• Required work:
What you produce should be every line from the data that includes "edge".

[Stored data entries]
━━━━━━━━━━━━━━━━━━━━━━━━━━━━━━
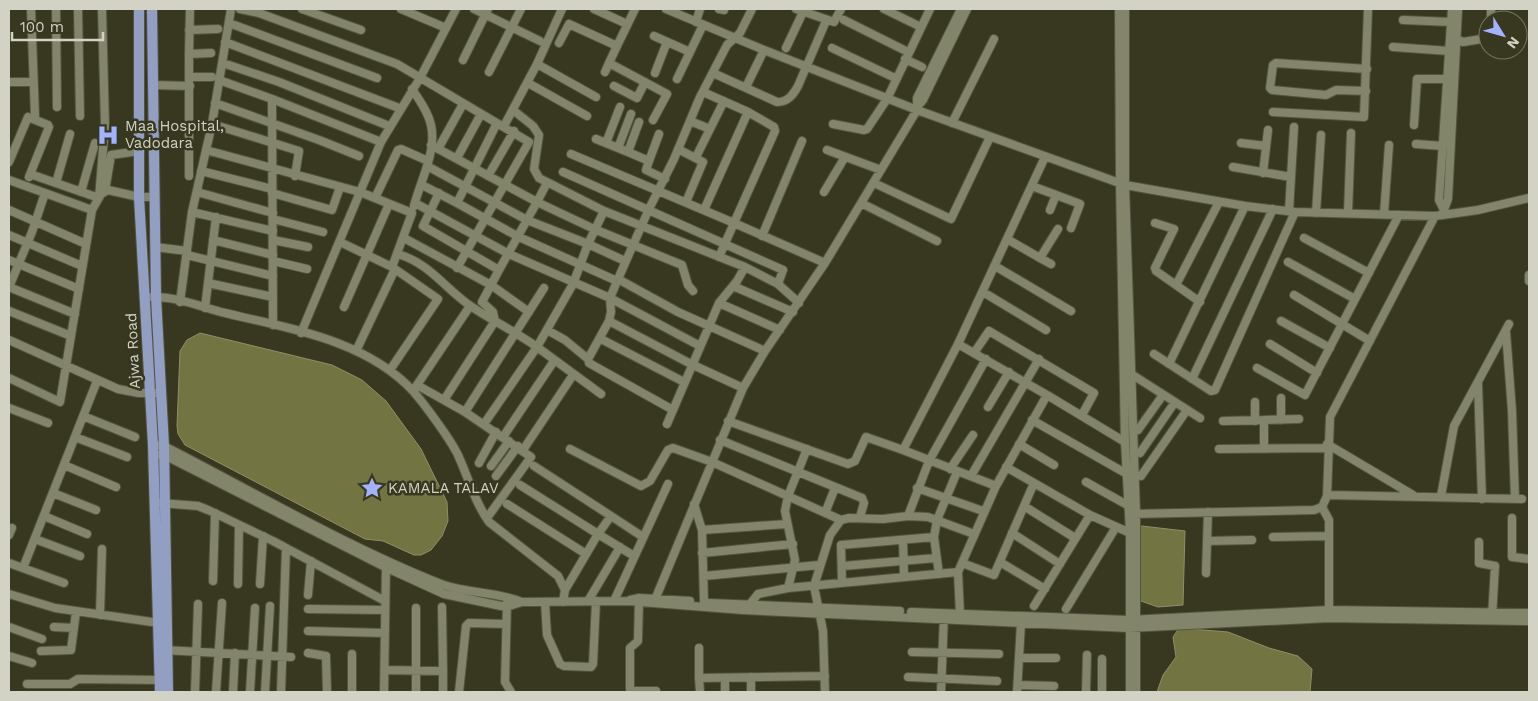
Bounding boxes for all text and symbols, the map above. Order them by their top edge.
scale bar [12,10,104,42]
north arrow [1478,10,1528,60]
text: 100 m [20,18,64,36]
text: N [1504,34,1523,52]
place label: Maa Hospital, Vadodara [125,117,224,152]
hospital icon: Maa Hospital, Vadodara [95,122,121,148]
street label: Ajwa Road [122,313,144,389]
place icon: KAMALA TALAV [359,475,385,501]
place label: KAMALA TALAV [388,479,499,497]

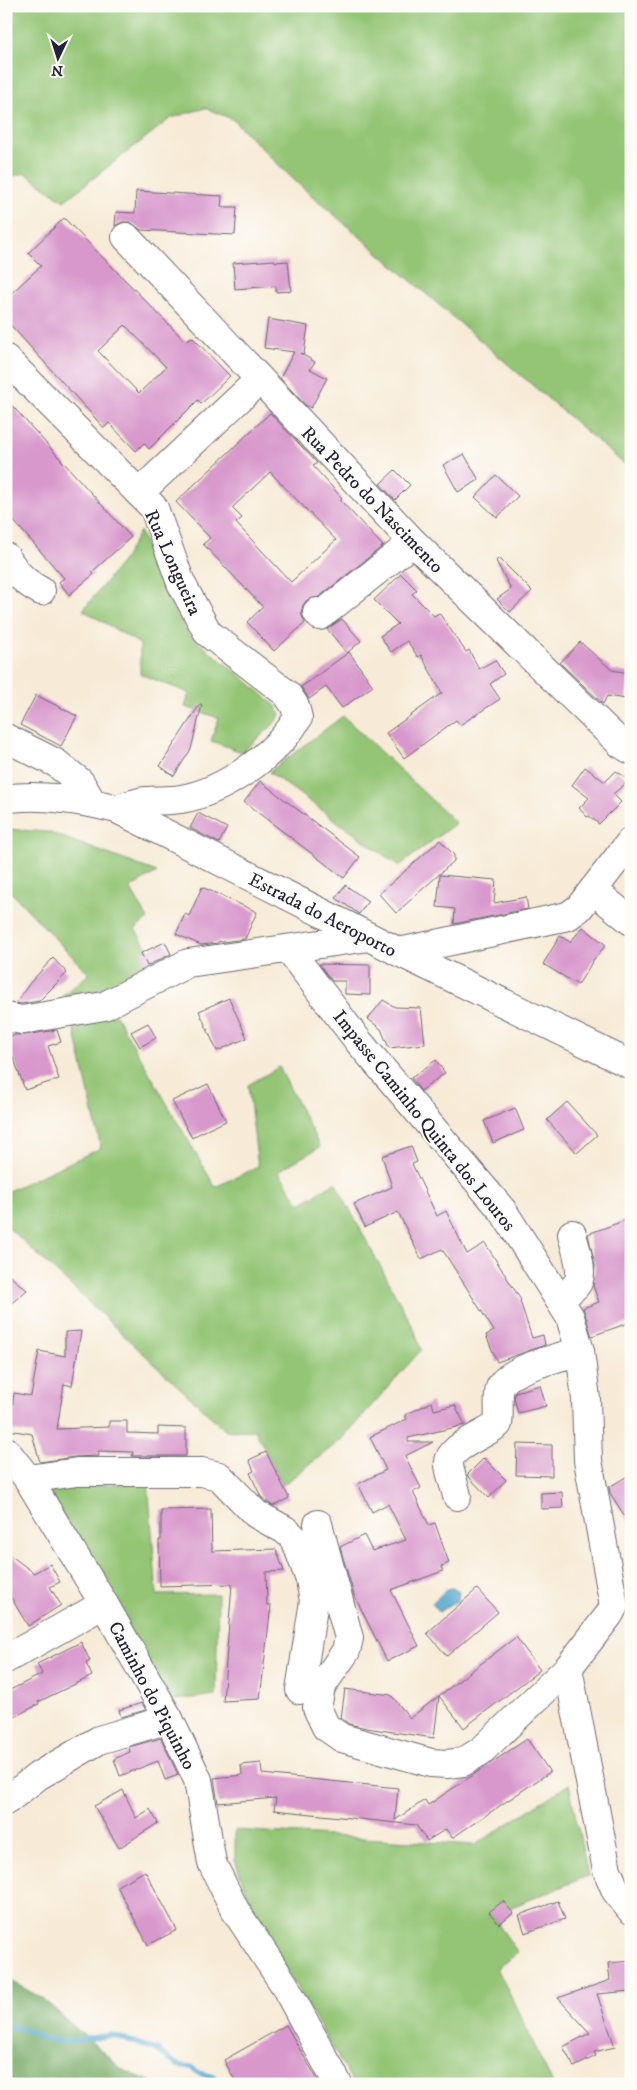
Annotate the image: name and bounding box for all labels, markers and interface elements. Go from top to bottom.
north arrow [32,32,82,82]
text: N [50,61,64,79]
street label: Rua Pedro do Nascimento [296,422,448,578]
street label: Rua Longueira [139,506,206,619]
street label: Estrada do Aeroporto [245,868,400,963]
street label: Impasse Caminho Quinta dos Louros [328,1006,520,1236]
street label: Caminho do Piquinho [102,1618,200,1774]

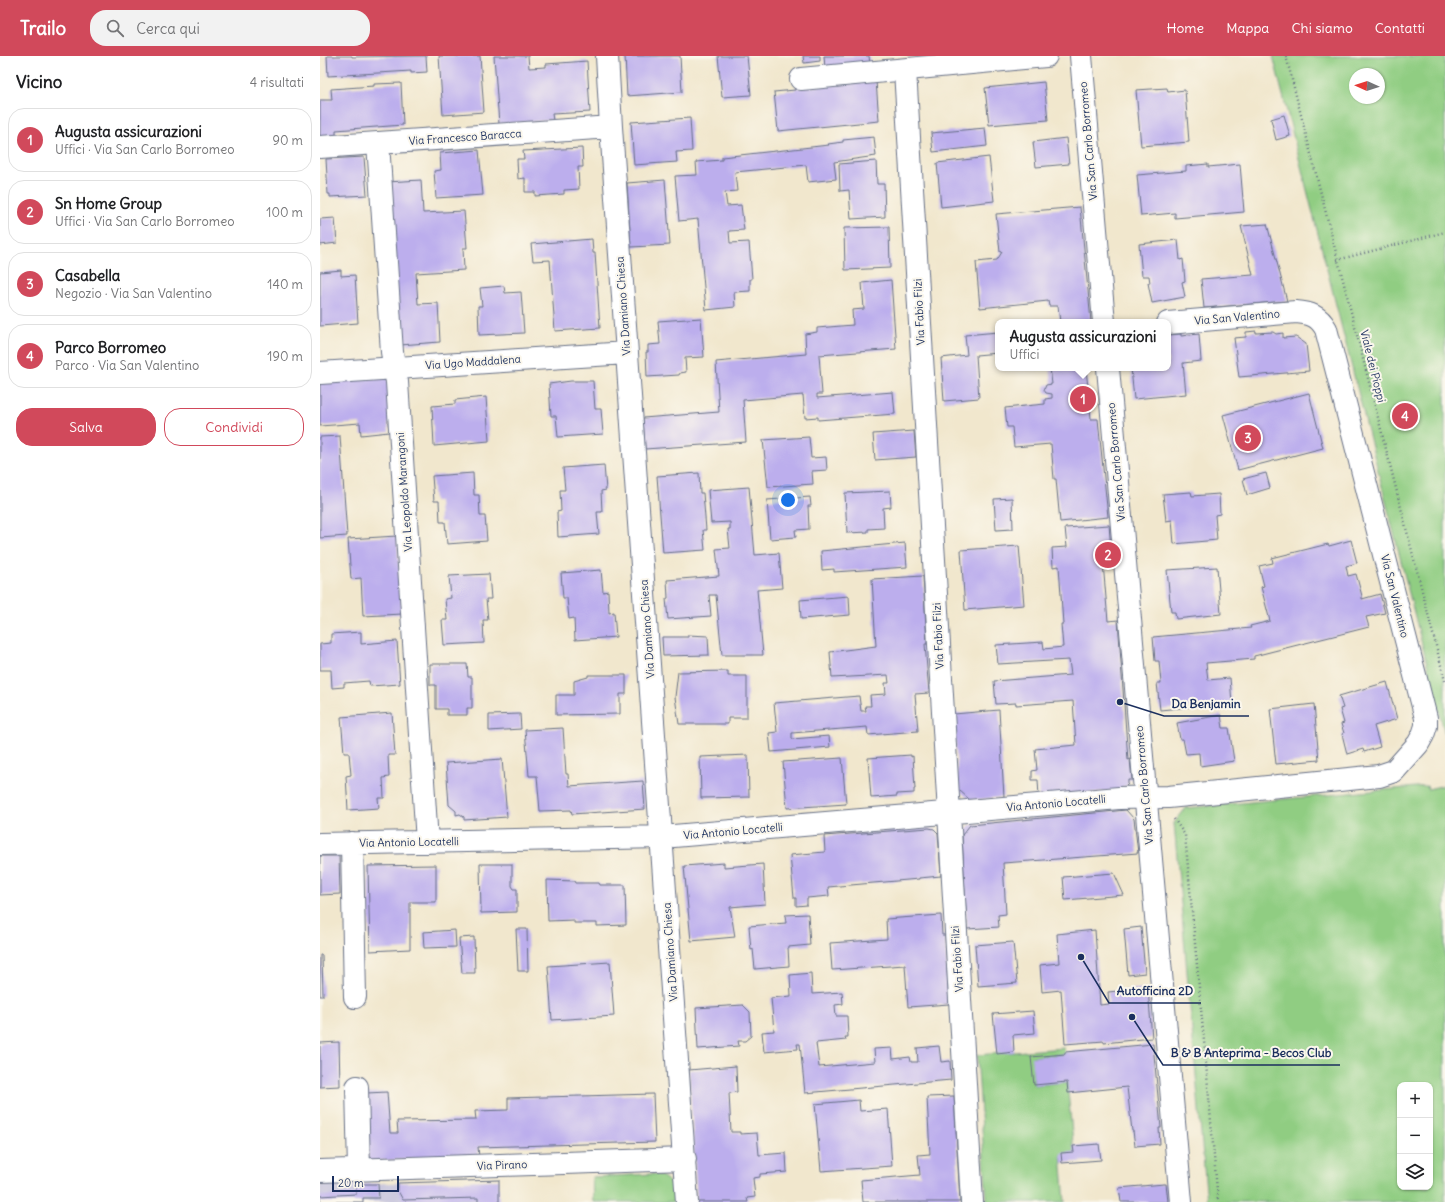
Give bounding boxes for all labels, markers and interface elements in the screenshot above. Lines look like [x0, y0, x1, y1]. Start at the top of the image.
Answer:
search box [90, 10, 370, 46]
text: Trailo [20, 16, 66, 40]
icon: search [104, 17, 126, 39]
text: Cerca qui [136, 19, 200, 38]
text: Home [1166, 19, 1204, 37]
text: Mappa [1226, 19, 1269, 37]
text: Chi siamo [1291, 19, 1353, 37]
text: Contatti [1375, 19, 1425, 37]
north arrow [1349, 68, 1385, 104]
text: Vicino [16, 71, 62, 93]
text: 4 risultati [250, 74, 304, 91]
street label: Via San Carlo Borromeo [1076, 81, 1100, 201]
text: Augusta assicurazioni [55, 122, 202, 141]
street label: Via Francesco Baracca [408, 126, 522, 148]
text: 1 [27, 132, 33, 149]
text: 90 m [272, 132, 303, 149]
text: Uffici · Via San Carlo Borromeo [55, 141, 235, 158]
text: Sn Home Group [55, 194, 162, 213]
text: 2 [26, 204, 34, 221]
text: 100 m [266, 204, 303, 221]
text: Uffici · Via San Carlo Borromeo [55, 213, 235, 230]
street label: Via Damiano Chiesa [613, 256, 633, 356]
text: Casabella [55, 266, 120, 285]
text: 3 [26, 276, 34, 293]
text: 140 m [267, 276, 303, 293]
street label: Via Fabio Filzi [910, 278, 928, 346]
text: Negozio · Via San Valentino [55, 285, 212, 302]
street label: Via San Valentino [1194, 306, 1280, 328]
popup [995, 319, 1171, 371]
text: Augusta assicurazioni [1010, 327, 1156, 346]
street label: Viale dei Pioppi [1357, 328, 1389, 404]
text: Parco Borromeo [55, 338, 166, 357]
text: Uffici [1010, 346, 1039, 363]
text: 4 [26, 348, 34, 365]
text: 190 m [267, 348, 303, 365]
street label: Via Ugo Maddalena [425, 352, 521, 372]
text: Parco · Via San Valentino [55, 357, 199, 374]
pin: 1 [1070, 384, 1096, 414]
pin: 4 [1392, 401, 1418, 431]
street label: Via San Carlo Borromeo [1104, 402, 1128, 522]
button: Salva [16, 408, 156, 446]
button: Condividi [164, 408, 304, 446]
pin: 3 [1235, 423, 1261, 453]
street label: Via Leopoldo Marangoni [393, 432, 415, 552]
your location [778, 490, 798, 510]
pin: 2 [1095, 540, 1121, 570]
street label: Via San Valentino [1378, 553, 1412, 639]
street label: Via Damiano Chiesa [637, 579, 657, 679]
street label: Via Fabio Filzi [929, 602, 947, 670]
callout: Da Benjamin [1164, 692, 1249, 716]
text: Da Benjamin [1171, 696, 1241, 711]
street label: Via San Carlo Borromeo [1132, 725, 1156, 845]
street label: Via Antonio Locatelli [1006, 792, 1106, 814]
street label: Via Antonio Locatelli [683, 820, 783, 842]
street label: Via Antonio Locatelli [359, 834, 459, 850]
street label: Via Damiano Chiesa [660, 902, 680, 1002]
street label: Via Fabio Filzi [948, 925, 966, 993]
callout: Autofficina 2D [1109, 979, 1201, 1003]
text: Autofficina 2D [1117, 983, 1194, 998]
callout: B & B Anteprima - Becos Club [1163, 1041, 1340, 1065]
text: B & B Anteprima - Becos Club [1171, 1045, 1332, 1061]
map controls [1397, 1082, 1433, 1190]
button: + [1397, 1082, 1433, 1118]
button: − [1397, 1118, 1433, 1154]
button: layers [1397, 1154, 1433, 1190]
street label: Via Pirano [477, 1157, 527, 1173]
scale bar [332, 1174, 399, 1193]
text: 20 m [338, 1176, 364, 1190]

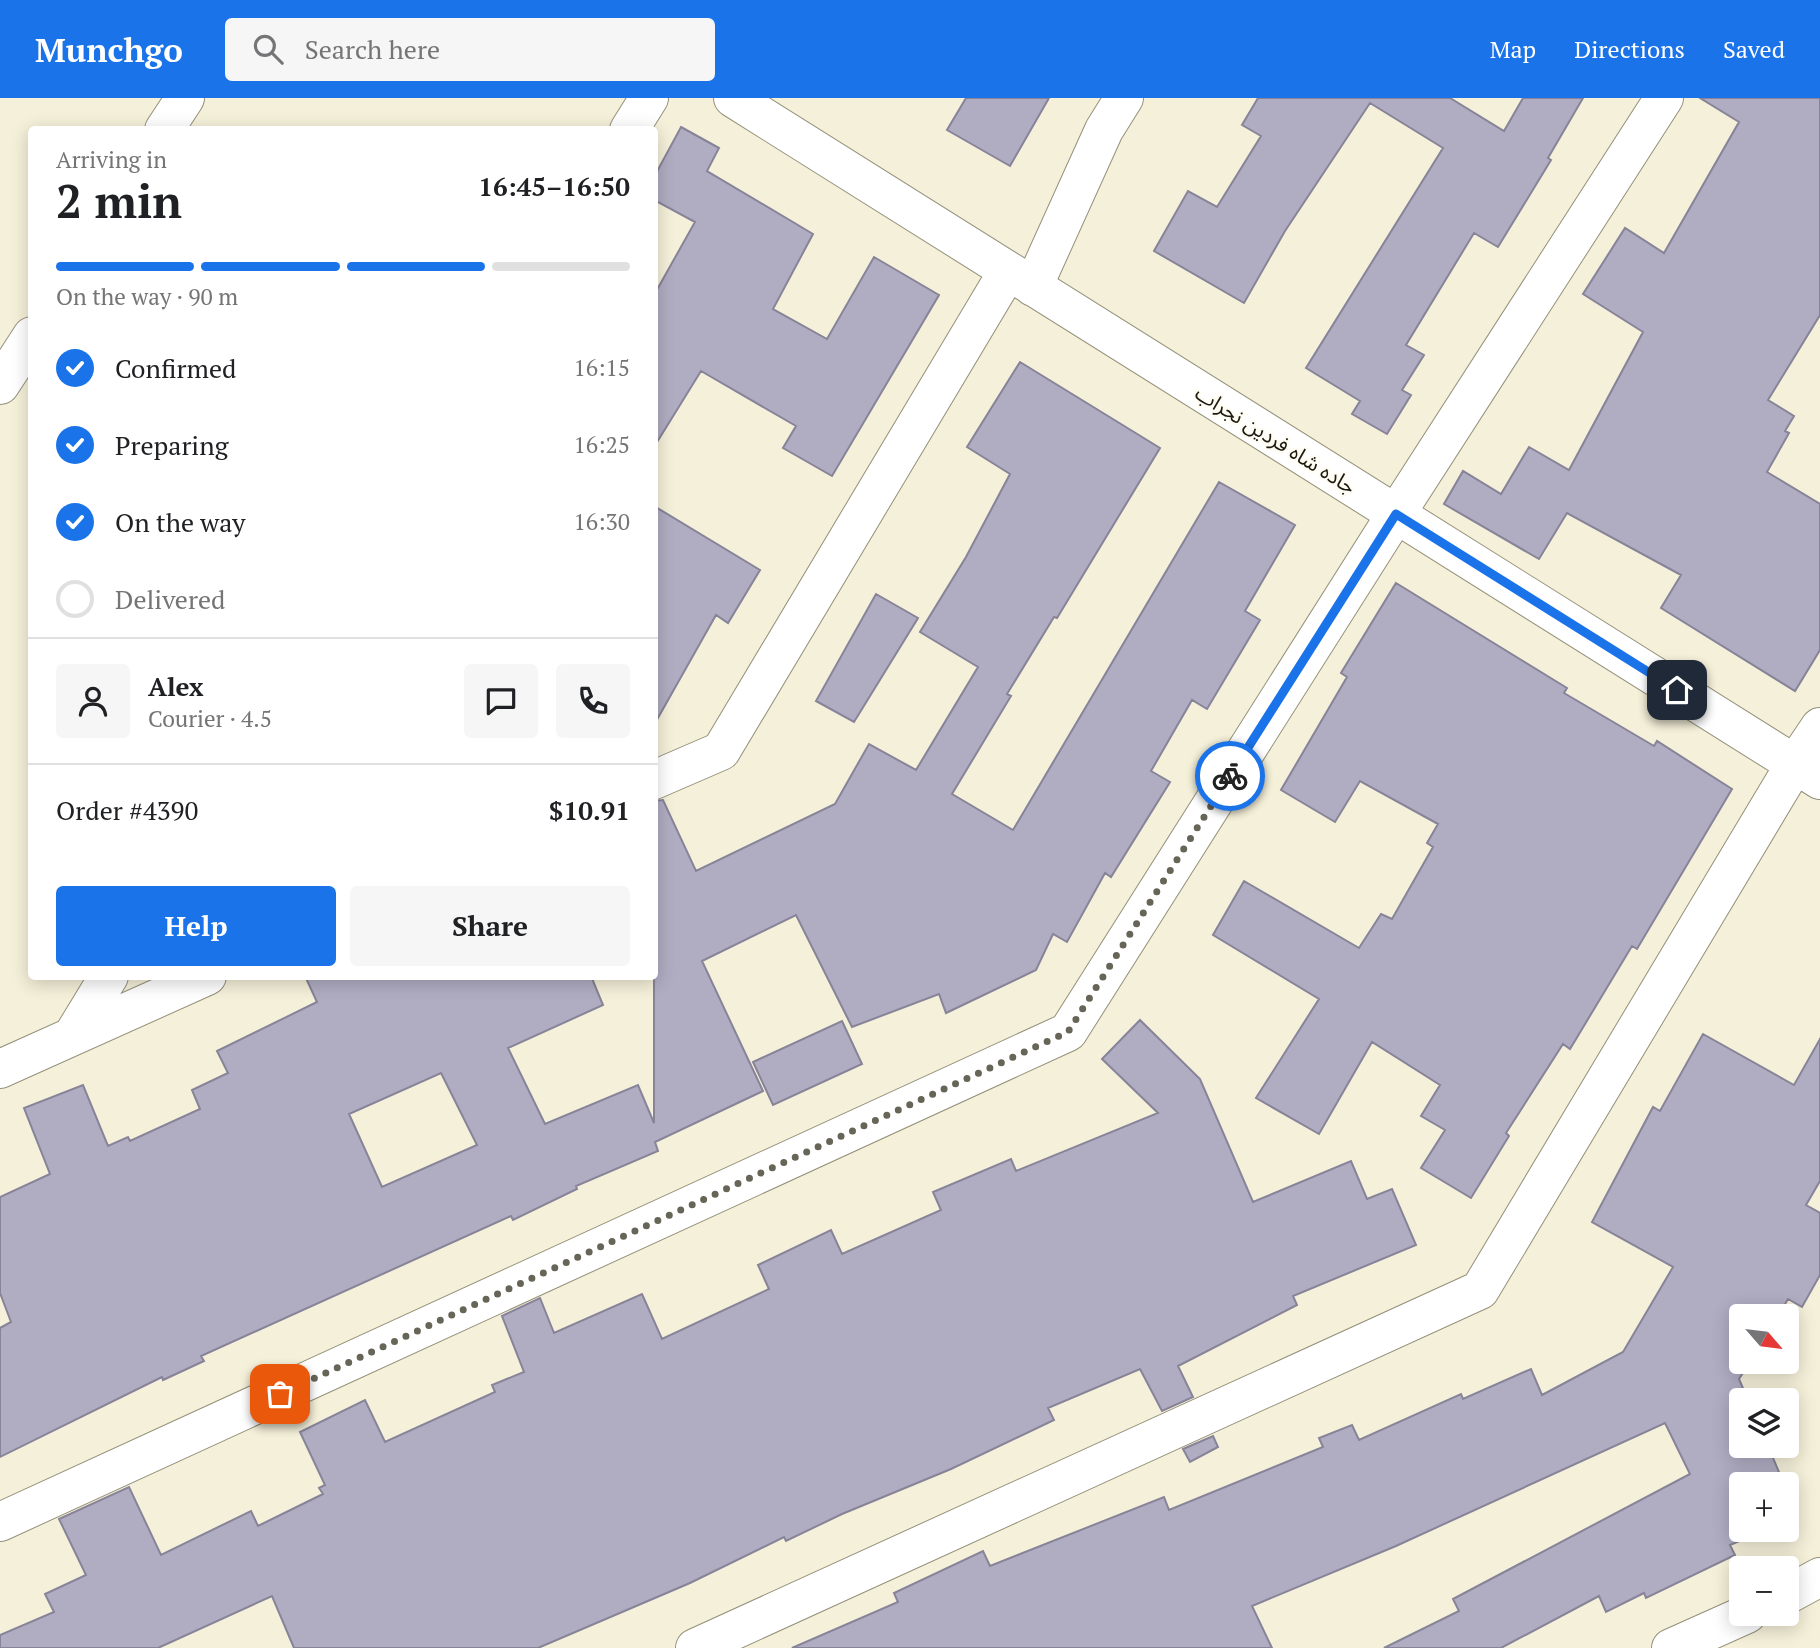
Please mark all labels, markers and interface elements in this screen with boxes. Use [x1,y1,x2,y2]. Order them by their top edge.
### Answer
search box [225,18,715,81]
text: Munchgo [35,28,183,71]
icon: search [249,30,287,68]
text: Search here [305,32,440,66]
text: Map [1490,33,1536,65]
text: Directions [1574,33,1685,65]
text: Saved [1723,33,1785,65]
text: Arriving in [56,144,167,175]
text: 16:45–16:50 [478,169,630,203]
text: 2 min [56,170,182,231]
text: On the way · 90 m [56,281,238,312]
icon: check [56,349,94,387]
text: Confirmed [115,351,236,385]
text: 16:15 [573,352,630,383]
street label: جاده شاه فردین نجراب [1190,378,1362,500]
icon: check [56,426,94,464]
text: Preparing [115,428,228,462]
text: 16:25 [573,429,630,460]
icon: check [56,503,94,541]
text: On the way [115,505,246,539]
text: 16:30 [573,506,630,537]
text: Delivered [115,582,225,616]
pin [1647,660,1707,720]
button: person [56,664,130,738]
button: chat [464,664,538,738]
button: phone [556,664,630,738]
text: Alex [148,669,204,703]
icon: home [1658,671,1696,709]
text: Courier · 4.5 [148,703,272,734]
courier [1195,741,1265,811]
icon: bike [1211,757,1249,795]
text: Order #4390 [56,793,198,827]
text: $10.91 [549,793,630,827]
button: Help [56,886,336,966]
button: Share [350,886,630,966]
north arrow [1729,1304,1799,1374]
map controls [1729,1304,1799,1626]
pin [250,1364,310,1424]
icon: bag [261,1375,299,1413]
button: layers [1729,1388,1799,1458]
button: + [1729,1472,1799,1542]
button: − [1729,1556,1799,1626]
━━━━━━━━━━━━━━━━━━━━━━━━━━━━━━
• Answer box:
Bounding boxes for all text and symbols, the map above. Order them by their top edge.
Please mark all labels, markers and interface elements in this screen with boxes. Use [x1,y1,x2,y2]. Order them by their top edge.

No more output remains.